(Saved data entries)
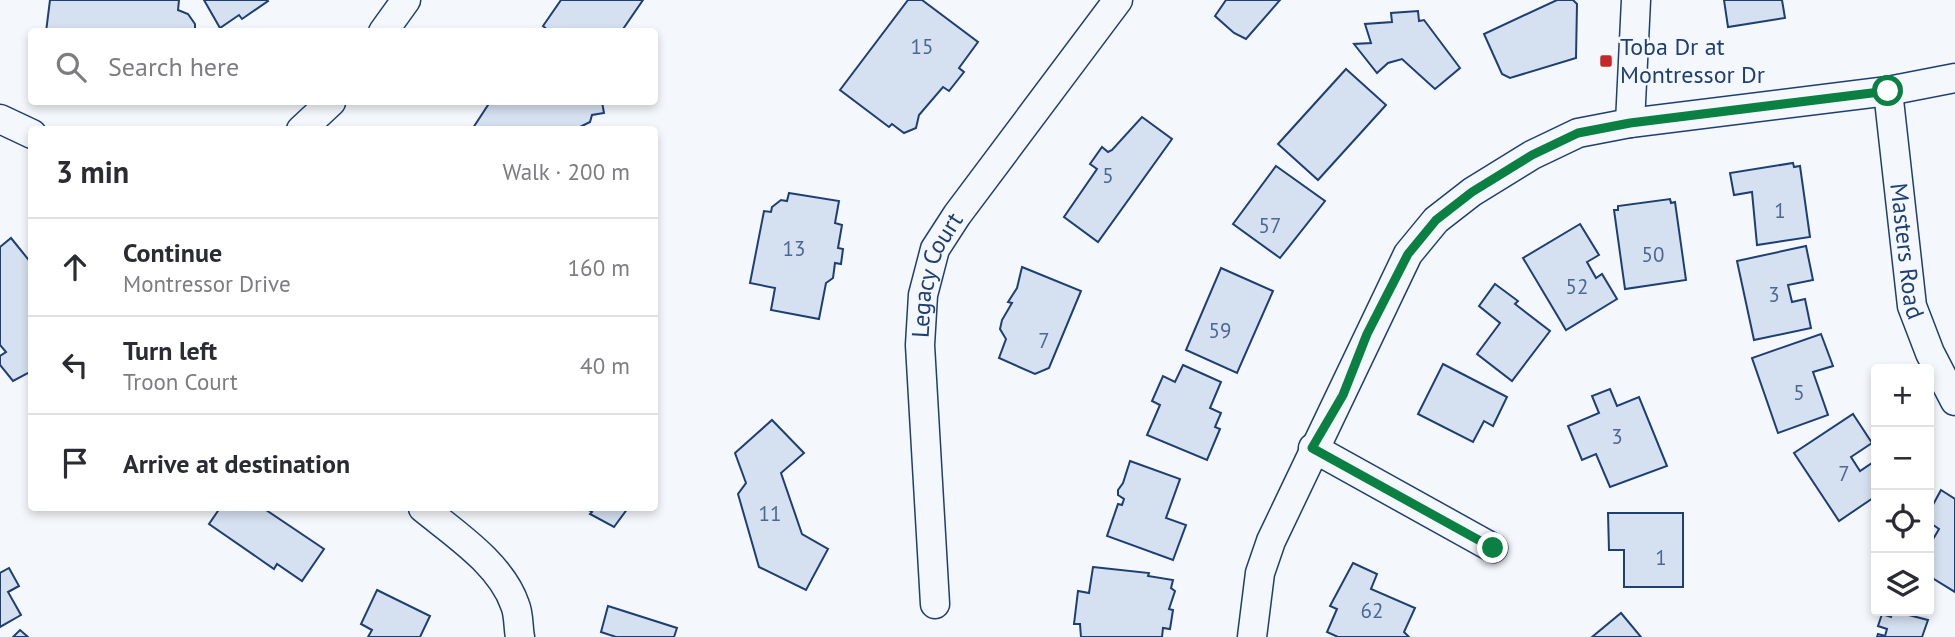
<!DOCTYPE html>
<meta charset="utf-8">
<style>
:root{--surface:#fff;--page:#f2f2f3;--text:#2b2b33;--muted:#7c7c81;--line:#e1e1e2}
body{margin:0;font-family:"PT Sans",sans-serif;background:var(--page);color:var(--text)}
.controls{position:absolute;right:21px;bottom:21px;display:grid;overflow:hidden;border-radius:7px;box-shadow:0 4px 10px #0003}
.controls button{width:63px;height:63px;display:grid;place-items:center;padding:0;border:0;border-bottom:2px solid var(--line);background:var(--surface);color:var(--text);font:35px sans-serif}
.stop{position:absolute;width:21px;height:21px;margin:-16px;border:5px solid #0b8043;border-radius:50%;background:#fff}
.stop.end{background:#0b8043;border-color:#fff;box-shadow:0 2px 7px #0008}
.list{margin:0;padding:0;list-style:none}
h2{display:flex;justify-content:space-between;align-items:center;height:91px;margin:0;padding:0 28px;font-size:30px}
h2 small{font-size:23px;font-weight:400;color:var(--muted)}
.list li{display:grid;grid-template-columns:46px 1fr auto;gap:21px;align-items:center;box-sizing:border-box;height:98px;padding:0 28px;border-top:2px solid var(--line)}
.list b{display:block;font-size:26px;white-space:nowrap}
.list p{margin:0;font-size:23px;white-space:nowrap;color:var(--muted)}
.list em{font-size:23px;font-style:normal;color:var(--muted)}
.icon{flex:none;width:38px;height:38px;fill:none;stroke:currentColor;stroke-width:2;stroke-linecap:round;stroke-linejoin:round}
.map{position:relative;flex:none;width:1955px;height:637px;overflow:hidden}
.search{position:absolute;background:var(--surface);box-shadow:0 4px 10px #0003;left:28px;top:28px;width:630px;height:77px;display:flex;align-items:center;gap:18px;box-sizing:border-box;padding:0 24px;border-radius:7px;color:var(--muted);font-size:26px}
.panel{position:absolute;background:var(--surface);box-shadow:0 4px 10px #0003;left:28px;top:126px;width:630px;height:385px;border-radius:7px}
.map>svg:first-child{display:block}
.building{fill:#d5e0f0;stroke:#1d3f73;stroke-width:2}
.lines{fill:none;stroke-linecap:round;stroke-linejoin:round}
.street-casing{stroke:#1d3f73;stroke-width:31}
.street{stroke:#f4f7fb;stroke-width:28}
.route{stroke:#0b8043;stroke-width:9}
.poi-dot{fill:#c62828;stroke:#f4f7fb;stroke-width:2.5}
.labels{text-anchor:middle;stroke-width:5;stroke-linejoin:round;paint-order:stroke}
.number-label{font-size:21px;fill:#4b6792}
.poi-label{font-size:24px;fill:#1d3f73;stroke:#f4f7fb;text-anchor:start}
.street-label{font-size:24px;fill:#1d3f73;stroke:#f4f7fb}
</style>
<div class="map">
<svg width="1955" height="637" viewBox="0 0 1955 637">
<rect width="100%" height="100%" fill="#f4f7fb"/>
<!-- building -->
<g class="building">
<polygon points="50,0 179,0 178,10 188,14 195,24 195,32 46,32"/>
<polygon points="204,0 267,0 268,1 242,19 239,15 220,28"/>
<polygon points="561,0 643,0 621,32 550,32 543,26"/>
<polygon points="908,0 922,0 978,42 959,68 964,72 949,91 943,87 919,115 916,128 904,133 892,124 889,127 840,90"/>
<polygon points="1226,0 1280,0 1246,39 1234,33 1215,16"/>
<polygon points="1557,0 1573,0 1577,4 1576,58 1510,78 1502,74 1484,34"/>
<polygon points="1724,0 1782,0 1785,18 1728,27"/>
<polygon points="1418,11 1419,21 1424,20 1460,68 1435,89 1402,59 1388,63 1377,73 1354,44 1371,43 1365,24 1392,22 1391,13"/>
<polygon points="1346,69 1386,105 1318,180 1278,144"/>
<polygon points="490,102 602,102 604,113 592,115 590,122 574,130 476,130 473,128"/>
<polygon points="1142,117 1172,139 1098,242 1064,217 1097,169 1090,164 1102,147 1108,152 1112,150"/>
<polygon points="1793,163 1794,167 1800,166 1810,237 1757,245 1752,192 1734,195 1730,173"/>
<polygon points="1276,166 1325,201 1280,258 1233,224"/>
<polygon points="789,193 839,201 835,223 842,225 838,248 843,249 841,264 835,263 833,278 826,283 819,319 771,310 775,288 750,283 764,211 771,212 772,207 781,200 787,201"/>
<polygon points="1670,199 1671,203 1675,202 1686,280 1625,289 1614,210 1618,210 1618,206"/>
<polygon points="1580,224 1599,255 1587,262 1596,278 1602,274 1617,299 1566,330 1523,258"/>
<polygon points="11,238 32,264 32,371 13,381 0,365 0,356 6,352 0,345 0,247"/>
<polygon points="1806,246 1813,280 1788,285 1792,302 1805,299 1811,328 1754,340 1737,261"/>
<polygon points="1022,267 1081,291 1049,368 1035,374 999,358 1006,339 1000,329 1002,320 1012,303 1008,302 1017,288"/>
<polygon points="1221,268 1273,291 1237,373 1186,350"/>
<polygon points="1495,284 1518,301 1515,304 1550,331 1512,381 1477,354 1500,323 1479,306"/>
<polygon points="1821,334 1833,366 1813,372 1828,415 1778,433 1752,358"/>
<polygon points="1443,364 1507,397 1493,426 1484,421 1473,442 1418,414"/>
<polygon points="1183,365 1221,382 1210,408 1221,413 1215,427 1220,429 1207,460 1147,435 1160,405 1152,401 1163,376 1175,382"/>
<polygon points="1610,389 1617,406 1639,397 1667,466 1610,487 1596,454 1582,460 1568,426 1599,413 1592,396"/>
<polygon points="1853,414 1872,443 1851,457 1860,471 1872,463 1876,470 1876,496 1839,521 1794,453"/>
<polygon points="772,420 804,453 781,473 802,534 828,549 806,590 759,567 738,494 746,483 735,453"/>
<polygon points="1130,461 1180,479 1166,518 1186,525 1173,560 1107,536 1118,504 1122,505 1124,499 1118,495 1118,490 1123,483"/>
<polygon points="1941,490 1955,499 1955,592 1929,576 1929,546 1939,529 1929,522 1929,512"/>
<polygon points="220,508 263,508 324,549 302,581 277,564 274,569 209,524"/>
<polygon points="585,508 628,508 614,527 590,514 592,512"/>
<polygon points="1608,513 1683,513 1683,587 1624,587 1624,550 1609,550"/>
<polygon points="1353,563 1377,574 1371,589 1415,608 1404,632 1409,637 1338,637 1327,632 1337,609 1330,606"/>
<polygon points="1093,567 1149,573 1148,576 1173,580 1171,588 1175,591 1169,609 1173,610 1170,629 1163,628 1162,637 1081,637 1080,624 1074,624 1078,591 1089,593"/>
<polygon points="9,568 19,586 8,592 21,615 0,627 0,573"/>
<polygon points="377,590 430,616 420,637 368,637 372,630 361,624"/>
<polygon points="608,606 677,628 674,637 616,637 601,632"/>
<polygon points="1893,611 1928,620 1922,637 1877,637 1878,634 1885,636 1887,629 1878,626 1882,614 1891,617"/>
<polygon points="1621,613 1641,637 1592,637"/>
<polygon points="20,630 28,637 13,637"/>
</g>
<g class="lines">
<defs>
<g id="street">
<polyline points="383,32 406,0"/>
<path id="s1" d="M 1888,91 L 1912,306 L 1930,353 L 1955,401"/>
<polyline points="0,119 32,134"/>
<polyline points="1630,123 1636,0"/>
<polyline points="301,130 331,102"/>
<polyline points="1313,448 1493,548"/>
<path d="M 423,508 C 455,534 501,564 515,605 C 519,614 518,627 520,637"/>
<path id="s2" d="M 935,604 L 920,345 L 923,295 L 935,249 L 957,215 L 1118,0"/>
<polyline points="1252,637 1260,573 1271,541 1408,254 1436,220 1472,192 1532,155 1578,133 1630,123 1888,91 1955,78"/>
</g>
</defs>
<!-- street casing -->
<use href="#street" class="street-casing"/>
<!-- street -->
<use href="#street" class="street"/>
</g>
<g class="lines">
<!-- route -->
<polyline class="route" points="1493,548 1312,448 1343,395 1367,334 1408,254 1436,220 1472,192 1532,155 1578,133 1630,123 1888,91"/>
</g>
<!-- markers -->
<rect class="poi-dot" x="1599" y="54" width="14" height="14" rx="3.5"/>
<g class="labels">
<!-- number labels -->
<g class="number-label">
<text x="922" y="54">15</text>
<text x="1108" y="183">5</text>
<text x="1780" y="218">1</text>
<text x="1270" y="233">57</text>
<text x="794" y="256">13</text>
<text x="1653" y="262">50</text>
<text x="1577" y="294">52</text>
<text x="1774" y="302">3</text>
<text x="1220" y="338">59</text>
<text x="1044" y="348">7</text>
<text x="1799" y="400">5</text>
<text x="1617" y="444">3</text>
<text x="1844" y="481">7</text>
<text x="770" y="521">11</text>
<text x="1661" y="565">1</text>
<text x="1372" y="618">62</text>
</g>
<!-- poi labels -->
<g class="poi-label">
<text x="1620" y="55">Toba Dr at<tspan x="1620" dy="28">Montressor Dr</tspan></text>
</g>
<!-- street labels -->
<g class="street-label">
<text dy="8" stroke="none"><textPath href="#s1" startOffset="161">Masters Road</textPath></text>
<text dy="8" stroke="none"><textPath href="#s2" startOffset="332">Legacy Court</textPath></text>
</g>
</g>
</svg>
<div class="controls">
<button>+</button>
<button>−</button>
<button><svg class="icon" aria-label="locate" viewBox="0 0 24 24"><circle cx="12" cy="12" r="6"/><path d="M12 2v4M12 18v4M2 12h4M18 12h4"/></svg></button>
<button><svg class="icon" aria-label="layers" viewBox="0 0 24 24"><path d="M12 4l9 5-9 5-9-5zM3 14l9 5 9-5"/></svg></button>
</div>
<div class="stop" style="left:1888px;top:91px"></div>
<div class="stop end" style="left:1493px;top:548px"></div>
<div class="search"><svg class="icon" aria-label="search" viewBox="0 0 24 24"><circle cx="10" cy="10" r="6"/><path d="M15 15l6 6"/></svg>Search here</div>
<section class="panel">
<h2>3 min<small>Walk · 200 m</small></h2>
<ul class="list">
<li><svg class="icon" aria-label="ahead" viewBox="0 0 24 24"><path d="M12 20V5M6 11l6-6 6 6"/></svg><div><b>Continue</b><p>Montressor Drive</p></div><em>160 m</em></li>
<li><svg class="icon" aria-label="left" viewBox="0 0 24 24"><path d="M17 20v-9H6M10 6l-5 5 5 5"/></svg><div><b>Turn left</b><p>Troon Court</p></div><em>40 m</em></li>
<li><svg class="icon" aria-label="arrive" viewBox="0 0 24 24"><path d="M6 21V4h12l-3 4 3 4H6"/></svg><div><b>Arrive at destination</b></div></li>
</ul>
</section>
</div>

...

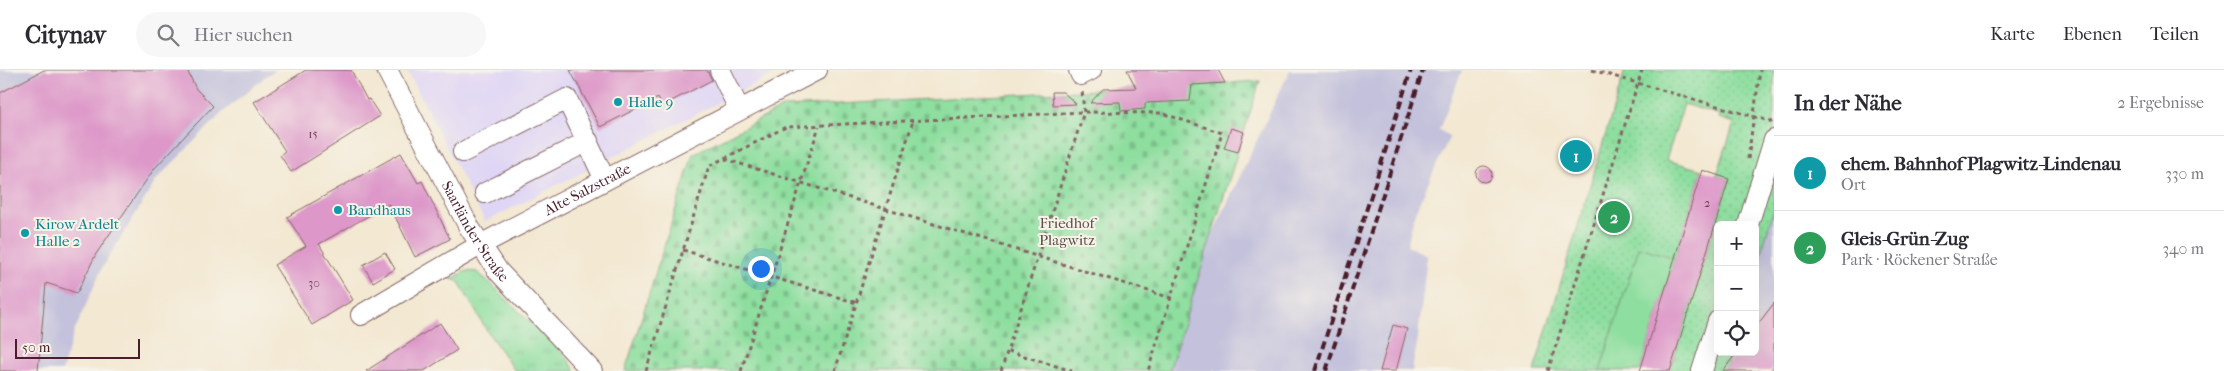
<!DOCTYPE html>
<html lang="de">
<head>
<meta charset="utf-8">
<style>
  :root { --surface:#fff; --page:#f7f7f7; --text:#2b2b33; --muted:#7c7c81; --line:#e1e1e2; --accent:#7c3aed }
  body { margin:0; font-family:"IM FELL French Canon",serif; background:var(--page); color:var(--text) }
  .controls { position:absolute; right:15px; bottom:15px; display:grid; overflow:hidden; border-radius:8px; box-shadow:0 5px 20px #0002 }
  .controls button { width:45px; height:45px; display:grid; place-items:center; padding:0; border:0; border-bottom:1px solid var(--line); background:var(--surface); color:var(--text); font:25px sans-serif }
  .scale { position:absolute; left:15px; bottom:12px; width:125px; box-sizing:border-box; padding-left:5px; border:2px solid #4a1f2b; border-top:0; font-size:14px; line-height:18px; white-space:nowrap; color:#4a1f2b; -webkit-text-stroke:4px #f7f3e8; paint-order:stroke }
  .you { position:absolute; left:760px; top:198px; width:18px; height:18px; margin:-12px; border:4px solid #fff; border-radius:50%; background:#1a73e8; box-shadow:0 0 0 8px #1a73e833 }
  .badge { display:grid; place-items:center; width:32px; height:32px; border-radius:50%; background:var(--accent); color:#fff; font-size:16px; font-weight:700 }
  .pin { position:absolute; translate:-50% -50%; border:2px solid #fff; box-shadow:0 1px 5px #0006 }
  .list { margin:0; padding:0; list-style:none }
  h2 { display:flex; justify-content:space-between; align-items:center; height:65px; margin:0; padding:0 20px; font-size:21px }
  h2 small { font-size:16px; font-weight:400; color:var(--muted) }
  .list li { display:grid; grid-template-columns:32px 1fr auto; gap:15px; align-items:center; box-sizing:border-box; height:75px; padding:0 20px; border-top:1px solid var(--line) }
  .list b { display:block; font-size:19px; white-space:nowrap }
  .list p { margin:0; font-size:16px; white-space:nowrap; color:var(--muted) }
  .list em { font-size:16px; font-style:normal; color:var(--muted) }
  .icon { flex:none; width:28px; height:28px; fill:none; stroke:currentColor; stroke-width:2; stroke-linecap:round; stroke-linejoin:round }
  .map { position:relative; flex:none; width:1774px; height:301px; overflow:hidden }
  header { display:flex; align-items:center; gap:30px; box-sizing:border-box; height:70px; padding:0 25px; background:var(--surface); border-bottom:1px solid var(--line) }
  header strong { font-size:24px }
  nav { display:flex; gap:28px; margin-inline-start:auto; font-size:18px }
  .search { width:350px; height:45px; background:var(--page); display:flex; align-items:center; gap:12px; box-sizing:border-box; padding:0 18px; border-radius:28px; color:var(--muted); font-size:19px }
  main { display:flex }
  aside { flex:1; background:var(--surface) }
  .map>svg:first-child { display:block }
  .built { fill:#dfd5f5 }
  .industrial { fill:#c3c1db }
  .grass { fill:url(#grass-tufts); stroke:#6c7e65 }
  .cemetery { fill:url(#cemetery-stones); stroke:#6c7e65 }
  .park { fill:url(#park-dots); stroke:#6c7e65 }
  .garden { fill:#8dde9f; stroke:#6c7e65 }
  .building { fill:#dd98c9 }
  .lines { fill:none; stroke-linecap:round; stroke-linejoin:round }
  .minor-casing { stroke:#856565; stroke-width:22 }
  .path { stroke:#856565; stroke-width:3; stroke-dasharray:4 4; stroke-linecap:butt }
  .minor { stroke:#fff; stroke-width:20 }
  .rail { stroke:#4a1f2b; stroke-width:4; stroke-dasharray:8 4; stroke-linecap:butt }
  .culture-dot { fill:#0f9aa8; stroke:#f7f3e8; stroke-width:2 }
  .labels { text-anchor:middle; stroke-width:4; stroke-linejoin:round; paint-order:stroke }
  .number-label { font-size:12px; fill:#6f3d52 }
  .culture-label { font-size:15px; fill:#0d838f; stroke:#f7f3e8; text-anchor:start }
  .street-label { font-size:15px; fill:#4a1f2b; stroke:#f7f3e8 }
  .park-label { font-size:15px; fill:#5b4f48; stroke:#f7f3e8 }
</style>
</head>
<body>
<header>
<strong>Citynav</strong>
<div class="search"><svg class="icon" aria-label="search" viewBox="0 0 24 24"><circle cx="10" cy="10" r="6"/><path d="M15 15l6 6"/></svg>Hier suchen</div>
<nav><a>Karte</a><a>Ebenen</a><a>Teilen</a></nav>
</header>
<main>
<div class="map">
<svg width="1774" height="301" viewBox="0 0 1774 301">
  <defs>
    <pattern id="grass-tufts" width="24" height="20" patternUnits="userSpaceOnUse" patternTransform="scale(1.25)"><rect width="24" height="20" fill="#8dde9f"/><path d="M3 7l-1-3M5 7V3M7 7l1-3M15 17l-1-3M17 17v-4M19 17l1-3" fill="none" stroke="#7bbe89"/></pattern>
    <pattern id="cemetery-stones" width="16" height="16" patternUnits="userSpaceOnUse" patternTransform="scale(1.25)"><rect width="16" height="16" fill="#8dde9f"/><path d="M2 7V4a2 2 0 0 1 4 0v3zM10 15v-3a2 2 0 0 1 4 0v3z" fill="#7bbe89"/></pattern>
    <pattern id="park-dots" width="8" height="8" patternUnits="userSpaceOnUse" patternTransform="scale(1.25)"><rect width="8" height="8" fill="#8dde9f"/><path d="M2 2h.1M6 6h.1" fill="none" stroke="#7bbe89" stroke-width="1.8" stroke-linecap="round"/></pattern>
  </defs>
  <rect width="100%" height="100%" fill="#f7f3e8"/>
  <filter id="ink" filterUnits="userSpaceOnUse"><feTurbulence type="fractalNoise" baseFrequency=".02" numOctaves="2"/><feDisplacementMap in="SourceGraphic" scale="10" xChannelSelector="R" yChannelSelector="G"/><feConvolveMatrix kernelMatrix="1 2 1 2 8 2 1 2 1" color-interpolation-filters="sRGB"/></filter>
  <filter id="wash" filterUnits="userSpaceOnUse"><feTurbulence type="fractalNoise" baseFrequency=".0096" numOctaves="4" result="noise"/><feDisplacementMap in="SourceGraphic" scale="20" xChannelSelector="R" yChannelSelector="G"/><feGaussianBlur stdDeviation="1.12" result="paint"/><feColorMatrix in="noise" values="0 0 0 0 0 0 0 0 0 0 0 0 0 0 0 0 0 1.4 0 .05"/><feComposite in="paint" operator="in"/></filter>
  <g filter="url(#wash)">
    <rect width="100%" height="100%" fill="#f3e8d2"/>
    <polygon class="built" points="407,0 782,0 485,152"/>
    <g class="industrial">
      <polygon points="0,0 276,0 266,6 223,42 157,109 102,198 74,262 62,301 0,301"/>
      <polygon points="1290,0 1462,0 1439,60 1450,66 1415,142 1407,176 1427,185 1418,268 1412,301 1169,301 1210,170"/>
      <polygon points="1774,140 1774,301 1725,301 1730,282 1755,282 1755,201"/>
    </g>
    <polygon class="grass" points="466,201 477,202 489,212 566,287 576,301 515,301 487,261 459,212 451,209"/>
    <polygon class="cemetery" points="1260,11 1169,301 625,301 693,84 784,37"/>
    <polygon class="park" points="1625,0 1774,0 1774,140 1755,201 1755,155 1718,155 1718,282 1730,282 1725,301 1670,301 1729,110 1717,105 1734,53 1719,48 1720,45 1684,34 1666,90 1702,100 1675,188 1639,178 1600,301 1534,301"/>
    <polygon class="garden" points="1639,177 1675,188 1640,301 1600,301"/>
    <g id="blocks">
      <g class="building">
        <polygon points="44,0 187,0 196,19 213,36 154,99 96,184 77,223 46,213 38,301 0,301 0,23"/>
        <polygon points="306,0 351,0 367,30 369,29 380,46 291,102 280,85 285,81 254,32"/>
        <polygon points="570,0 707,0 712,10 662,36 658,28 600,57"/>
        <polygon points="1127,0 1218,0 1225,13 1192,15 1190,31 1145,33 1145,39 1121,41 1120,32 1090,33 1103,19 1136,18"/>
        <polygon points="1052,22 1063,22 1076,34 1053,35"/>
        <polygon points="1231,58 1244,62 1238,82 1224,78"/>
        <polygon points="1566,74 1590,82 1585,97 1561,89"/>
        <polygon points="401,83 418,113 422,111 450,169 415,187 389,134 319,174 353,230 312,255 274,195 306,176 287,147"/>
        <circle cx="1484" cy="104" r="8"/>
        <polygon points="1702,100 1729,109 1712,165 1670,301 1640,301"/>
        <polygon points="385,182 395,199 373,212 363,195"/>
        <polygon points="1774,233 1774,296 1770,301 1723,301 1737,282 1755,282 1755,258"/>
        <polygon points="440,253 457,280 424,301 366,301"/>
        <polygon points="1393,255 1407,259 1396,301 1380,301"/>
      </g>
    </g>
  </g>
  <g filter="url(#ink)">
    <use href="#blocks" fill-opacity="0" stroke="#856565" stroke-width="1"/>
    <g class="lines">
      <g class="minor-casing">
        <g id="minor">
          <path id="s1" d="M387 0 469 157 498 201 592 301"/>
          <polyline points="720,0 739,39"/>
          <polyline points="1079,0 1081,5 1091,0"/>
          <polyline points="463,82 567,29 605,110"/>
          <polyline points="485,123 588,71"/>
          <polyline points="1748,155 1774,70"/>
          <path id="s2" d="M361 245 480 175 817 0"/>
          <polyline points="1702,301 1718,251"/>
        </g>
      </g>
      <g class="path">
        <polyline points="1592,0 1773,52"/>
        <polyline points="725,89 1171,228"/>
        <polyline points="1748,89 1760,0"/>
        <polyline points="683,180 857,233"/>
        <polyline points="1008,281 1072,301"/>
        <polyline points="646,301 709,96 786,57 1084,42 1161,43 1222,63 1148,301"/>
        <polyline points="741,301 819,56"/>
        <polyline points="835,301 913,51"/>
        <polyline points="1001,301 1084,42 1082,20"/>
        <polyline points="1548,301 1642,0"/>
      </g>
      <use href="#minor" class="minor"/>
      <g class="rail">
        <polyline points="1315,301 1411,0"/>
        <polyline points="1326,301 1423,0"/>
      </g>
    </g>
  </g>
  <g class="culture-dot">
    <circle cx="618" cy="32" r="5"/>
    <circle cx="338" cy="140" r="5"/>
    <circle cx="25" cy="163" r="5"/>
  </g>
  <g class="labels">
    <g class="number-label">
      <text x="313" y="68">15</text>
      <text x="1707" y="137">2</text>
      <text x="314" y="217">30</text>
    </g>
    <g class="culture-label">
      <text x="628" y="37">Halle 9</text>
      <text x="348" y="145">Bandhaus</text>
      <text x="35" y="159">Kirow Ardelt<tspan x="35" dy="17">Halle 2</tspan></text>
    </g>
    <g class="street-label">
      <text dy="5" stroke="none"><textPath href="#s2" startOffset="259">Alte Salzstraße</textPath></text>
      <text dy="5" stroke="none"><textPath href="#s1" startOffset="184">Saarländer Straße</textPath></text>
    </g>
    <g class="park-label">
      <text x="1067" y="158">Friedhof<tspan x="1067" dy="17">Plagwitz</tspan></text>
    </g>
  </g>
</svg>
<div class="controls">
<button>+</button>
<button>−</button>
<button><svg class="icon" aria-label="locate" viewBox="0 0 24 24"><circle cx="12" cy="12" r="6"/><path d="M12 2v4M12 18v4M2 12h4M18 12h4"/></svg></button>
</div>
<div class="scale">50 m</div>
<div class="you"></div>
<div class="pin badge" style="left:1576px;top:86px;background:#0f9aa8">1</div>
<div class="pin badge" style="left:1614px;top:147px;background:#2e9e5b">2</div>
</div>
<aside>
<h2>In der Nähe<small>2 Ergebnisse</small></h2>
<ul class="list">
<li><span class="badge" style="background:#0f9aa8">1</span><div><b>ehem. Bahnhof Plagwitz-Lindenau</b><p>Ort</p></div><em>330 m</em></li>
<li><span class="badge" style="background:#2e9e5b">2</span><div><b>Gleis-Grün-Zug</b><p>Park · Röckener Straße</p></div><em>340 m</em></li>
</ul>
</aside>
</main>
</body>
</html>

__Problem details__
Could you return all lines from the data above that contain the string "body"?

__Result of the task__
body{margin:0;font-family:"PT Sans",sans-serif;background:var(--page);color:var(--text)}
  body { margin:0; font-family:"IM FELL French Canon",serif; background:var(--page); color:var(--text) }
<body>
</body>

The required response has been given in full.